* [EXERCISE DETAILS] Repeat every line of the data exactly, but not the pictures.

* [DATA EXTRACT]
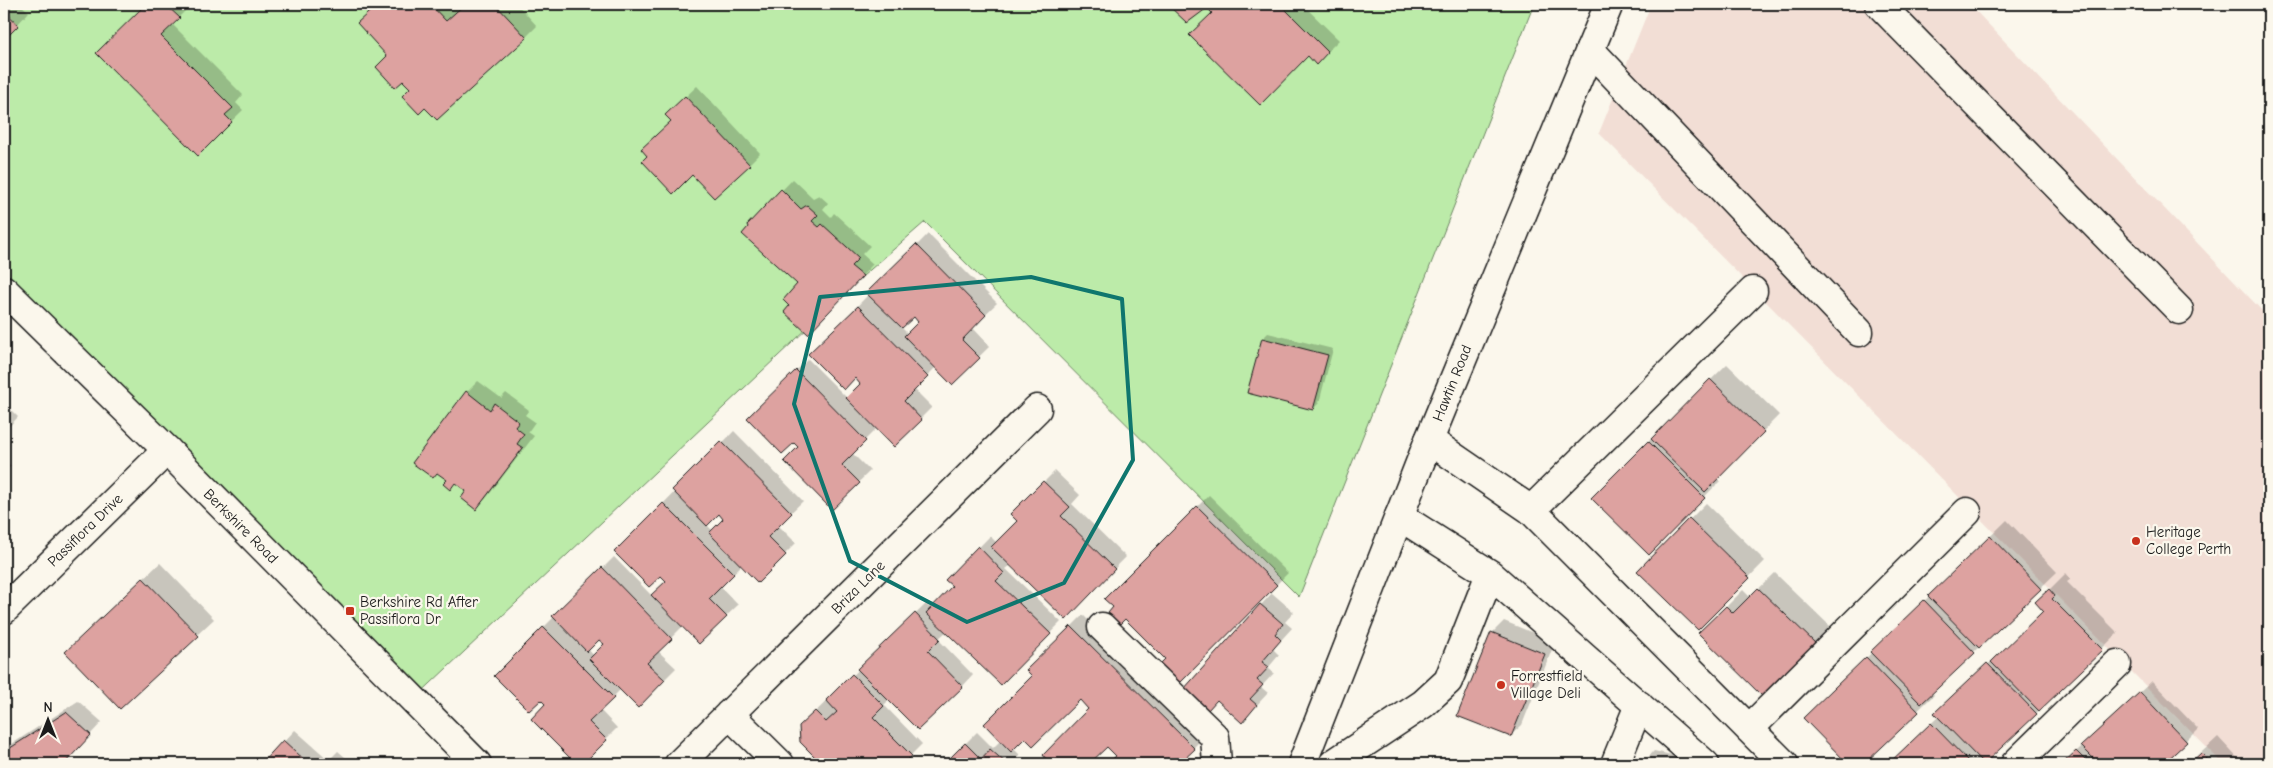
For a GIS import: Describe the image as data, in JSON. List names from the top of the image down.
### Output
{
  "streets": {
    "street": [
      "Hawtin Road",
      "Berkshire Road",
      "Passiflora Drive",
      "Briza Lane"
    ]
  },
  "crossings": [
    ["Berkshire Road", "Passiflora Drive"]
  ],
  "places": {
    "other": ["Heritage College Perth", "Forrestfield Village Deli"],
    "transit": ["Berkshire Rd After Passiflora Dr"]
  },
  "north": "top"
}
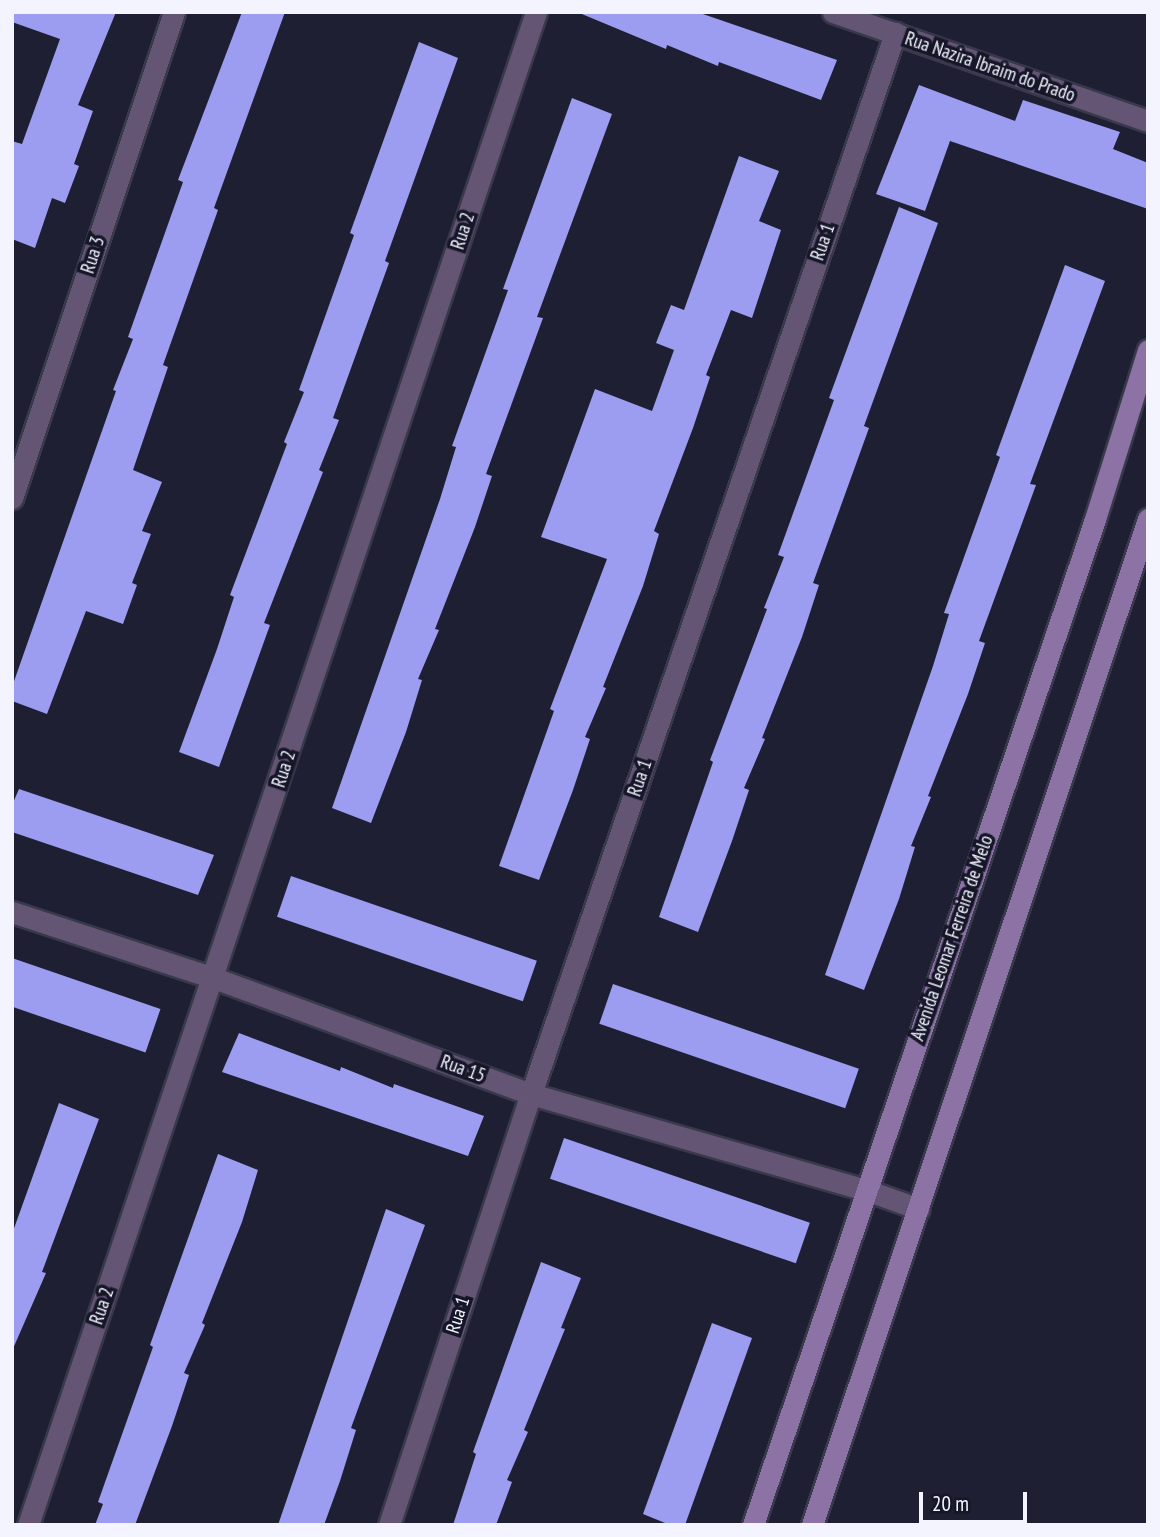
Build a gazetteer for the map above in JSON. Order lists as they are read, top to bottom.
{
  "streets": {
    "street": [
      "Rua Nazira Ibraim do Prado",
      "Rua 2",
      "Rua 1",
      "Rua 3",
      "Avenida Leomar Ferreira de Melo",
      "Rua 15"
    ]
  },
  "crossings": [
    ["Rua Nazira Ibraim do Prado", "Rua 1"],
    ["Rua 2", "Rua 15"],
    ["Rua 1", "Rua 15"],
    ["Avenida Leomar Ferreira de Melo", "Rua 15"]
  ],
  "scale_bar": "20 m"
}
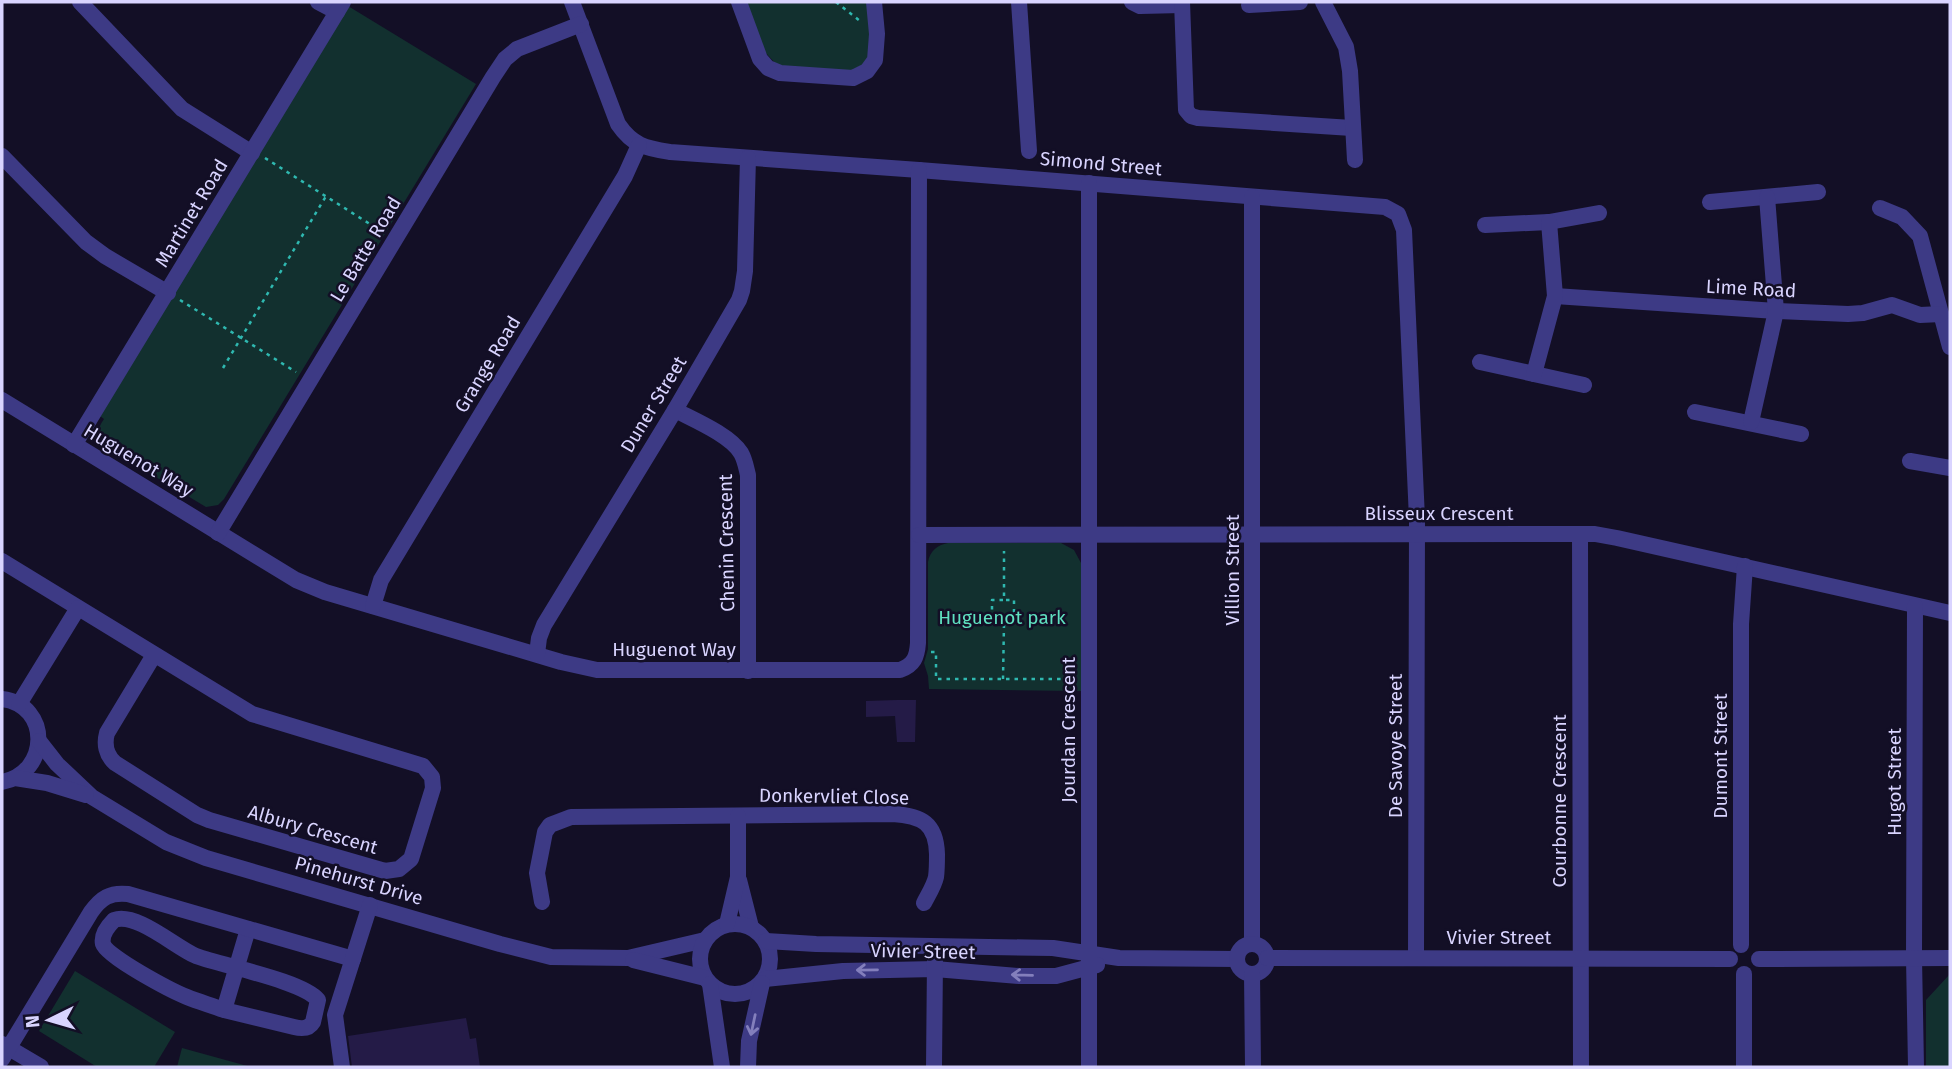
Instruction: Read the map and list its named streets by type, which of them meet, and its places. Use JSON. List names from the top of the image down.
{
  "streets": {
    "street": [
      "Simond Street",
      "Martinet Road",
      "Le Batte Road",
      "Lime Road",
      "Grange Road",
      "Duner Street",
      "Huguenot Way",
      "Blisseux Crescent",
      "Chenin Crescent",
      "Villion Street",
      "Jourdan Crescent",
      "De Savoye Street",
      "Dumont Street",
      "Hugot Street",
      "Donkervliet Close",
      "Courbonne Crescent",
      "Albury Crescent",
      "Pinehurst Drive",
      "Vivier Street"
    ]
  },
  "crossings": [
    ["Simond Street", "Grange Road"],
    ["Simond Street", "Duner Street"],
    ["Simond Street", "Blisseux Crescent"],
    ["Simond Street", "Villion Street"],
    ["Simond Street", "Jourdan Crescent"],
    ["Simond Street", "De Savoye Street"],
    ["Martinet Road", "Huguenot Way"],
    ["Le Batte Road", "Huguenot Way"],
    ["Grange Road", "Huguenot Way"],
    ["Duner Street", "Huguenot Way"],
    ["Duner Street", "Chenin Crescent"],
    ["Huguenot Way", "Chenin Crescent"],
    ["Blisseux Crescent", "Villion Street"],
    ["Blisseux Crescent", "Jourdan Crescent"],
    ["Blisseux Crescent", "De Savoye Street"],
    ["Blisseux Crescent", "Dumont Street"],
    ["Blisseux Crescent", "Hugot Street"],
    ["Blisseux Crescent", "Courbonne Crescent"],
    ["Villion Street", "Vivier Street"],
    ["Jourdan Crescent", "Vivier Street"],
    ["De Savoye Street", "Vivier Street"],
    ["Dumont Street", "Vivier Street"],
    ["Donkervliet Close", "Pinehurst Drive"],
    ["Donkervliet Close", "Vivier Street"],
    ["Courbonne Crescent", "Vivier Street"],
    ["Pinehurst Drive", "Vivier Street"]
  ],
  "parks": ["Huguenot park"],
  "north": "left"
}
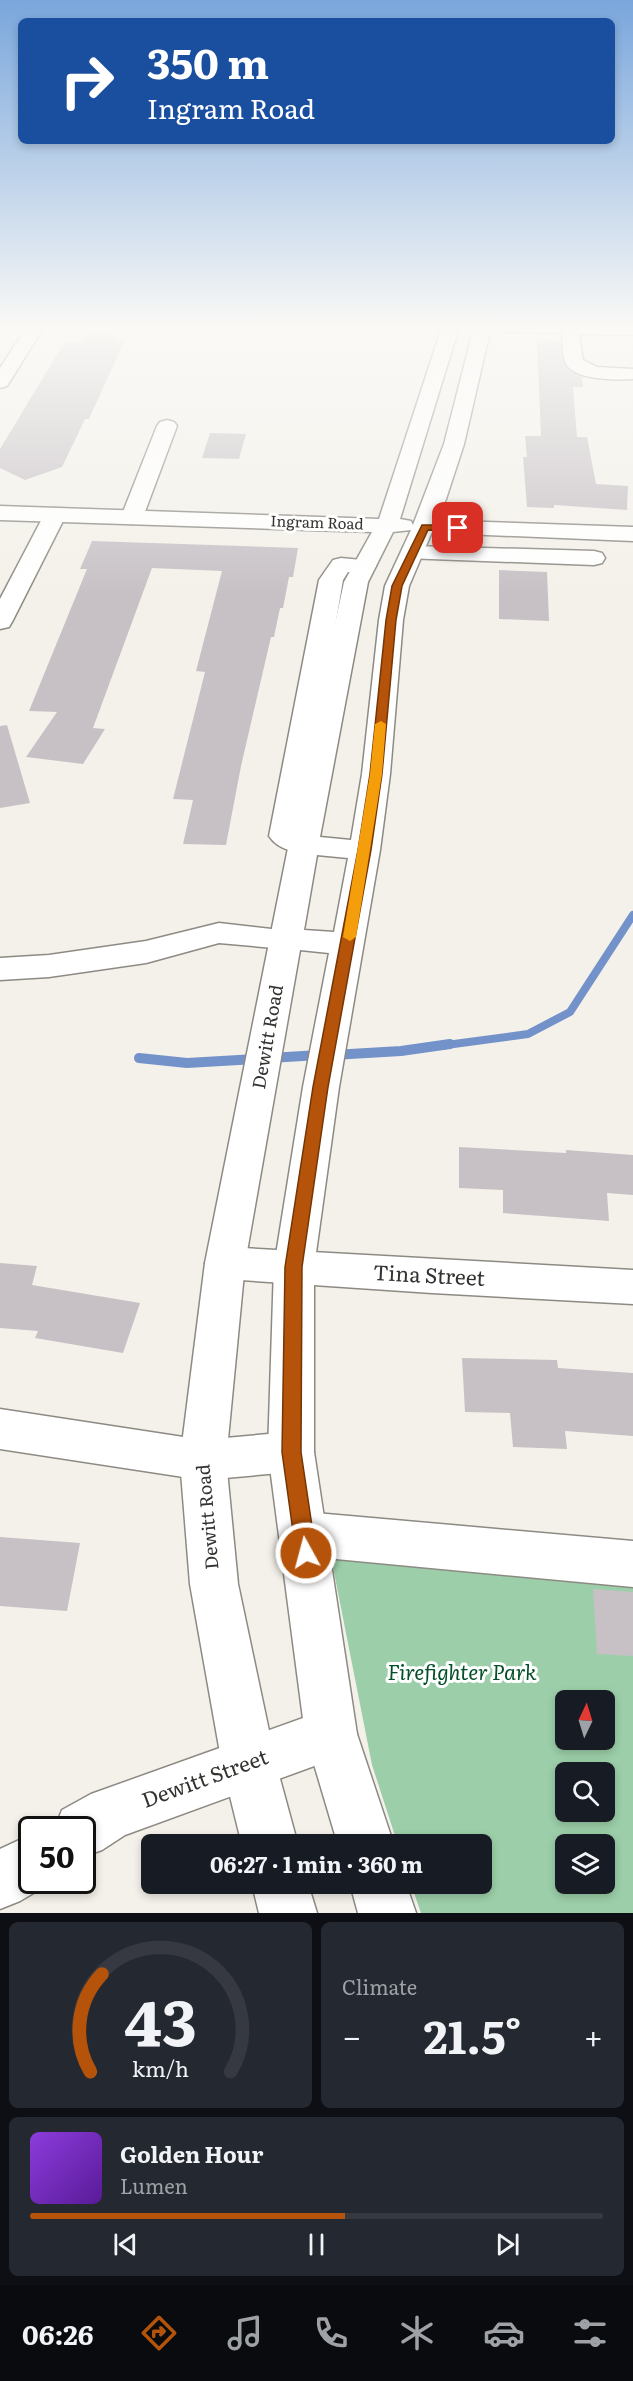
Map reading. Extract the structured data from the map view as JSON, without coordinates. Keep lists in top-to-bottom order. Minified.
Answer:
{"streets":{"main road":["Ingram Road","Dewitt Road","Tina Street","Dewitt Street"]},"crossings":[["Ingram Road","Dewitt Road"],["Dewitt Road","Tina Street"],["Dewitt Road","Dewitt Street"]],"parks":["Firefighter Park"],"north":"top","page":{"turn":["350 m","Ingram Road"],"limit":"50","trip":"06:27 · 1 min · 360 m","tile":"Climate","heat":["−","21.5°","+"],"song":["Golden Hour","Lumen"],"tabs":"06:26","gauge":["43","km/h"]}}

* [THE COMPLETED TASK]
For a GIS import: Describe the image as data, in JSON. List names from the top of the image down.
### Output
{
  "streets": {
    "street": [
      "Hawtin Road",
      "Berkshire Road",
      "Passiflora Drive",
      "Briza Lane"
    ]
  },
  "crossings": [
    ["Berkshire Road", "Passiflora Drive"]
  ],
  "places": {
    "other": ["Heritage College Perth", "Forrestfield Village Deli"],
    "transit": ["Berkshire Rd After Passiflora Dr"]
  },
  "north": "top"
}
Build a gazetteer for the map above in JSON. Order lists as they are read, top to bottom.
{
  "streets": {
    "street": [
      "Rua Nazira Ibraim do Prado",
      "Rua 2",
      "Rua 1",
      "Rua 3",
      "Avenida Leomar Ferreira de Melo",
      "Rua 15"
    ]
  },
  "crossings": [
    ["Rua Nazira Ibraim do Prado", "Rua 1"],
    ["Rua 2", "Rua 15"],
    ["Rua 1", "Rua 15"],
    ["Avenida Leomar Ferreira de Melo", "Rua 15"]
  ],
  "scale_bar": "20 m"
}
Instruction: Read the map and list its named streets by type, which of them meet, and its places. Use JSON. List names from the top of the image down.
{
  "streets": {
    "street": [
      "Simond Street",
      "Martinet Road",
      "Le Batte Road",
      "Lime Road",
      "Grange Road",
      "Duner Street",
      "Huguenot Way",
      "Blisseux Crescent",
      "Chenin Crescent",
      "Villion Street",
      "Jourdan Crescent",
      "De Savoye Street",
      "Dumont Street",
      "Hugot Street",
      "Donkervliet Close",
      "Courbonne Crescent",
      "Albury Crescent",
      "Pinehurst Drive",
      "Vivier Street"
    ]
  },
  "crossings": [
    ["Simond Street", "Grange Road"],
    ["Simond Street", "Duner Street"],
    ["Simond Street", "Blisseux Crescent"],
    ["Simond Street", "Villion Street"],
    ["Simond Street", "Jourdan Crescent"],
    ["Simond Street", "De Savoye Street"],
    ["Martinet Road", "Huguenot Way"],
    ["Le Batte Road", "Huguenot Way"],
    ["Grange Road", "Huguenot Way"],
    ["Duner Street", "Huguenot Way"],
    ["Duner Street", "Chenin Crescent"],
    ["Huguenot Way", "Chenin Crescent"],
    ["Blisseux Crescent", "Villion Street"],
    ["Blisseux Crescent", "Jourdan Crescent"],
    ["Blisseux Crescent", "De Savoye Street"],
    ["Blisseux Crescent", "Dumont Street"],
    ["Blisseux Crescent", "Hugot Street"],
    ["Blisseux Crescent", "Courbonne Crescent"],
    ["Villion Street", "Vivier Street"],
    ["Jourdan Crescent", "Vivier Street"],
    ["De Savoye Street", "Vivier Street"],
    ["Dumont Street", "Vivier Street"],
    ["Donkervliet Close", "Pinehurst Drive"],
    ["Donkervliet Close", "Vivier Street"],
    ["Courbonne Crescent", "Vivier Street"],
    ["Pinehurst Drive", "Vivier Street"]
  ],
  "parks": ["Huguenot park"],
  "north": "left"
}
Map reading. Extract the structured data from the map view as JSON, without coordinates. Keep lists in top-to-bottom order. Minified.
Answer:
{"streets":{"main road":["Ingram Road","Dewitt Road","Tina Street","Dewitt Street"]},"crossings":[["Ingram Road","Dewitt Road"],["Dewitt Road","Tina Street"],["Dewitt Road","Dewitt Street"]],"parks":["Firefighter Park"],"north":"top","page":{"turn":["350 m","Ingram Road"],"limit":"50","trip":"06:27 · 1 min · 360 m","tile":"Climate","heat":["−","21.5°","+"],"song":["Golden Hour","Lumen"],"tabs":"06:26","gauge":["43","km/h"]}}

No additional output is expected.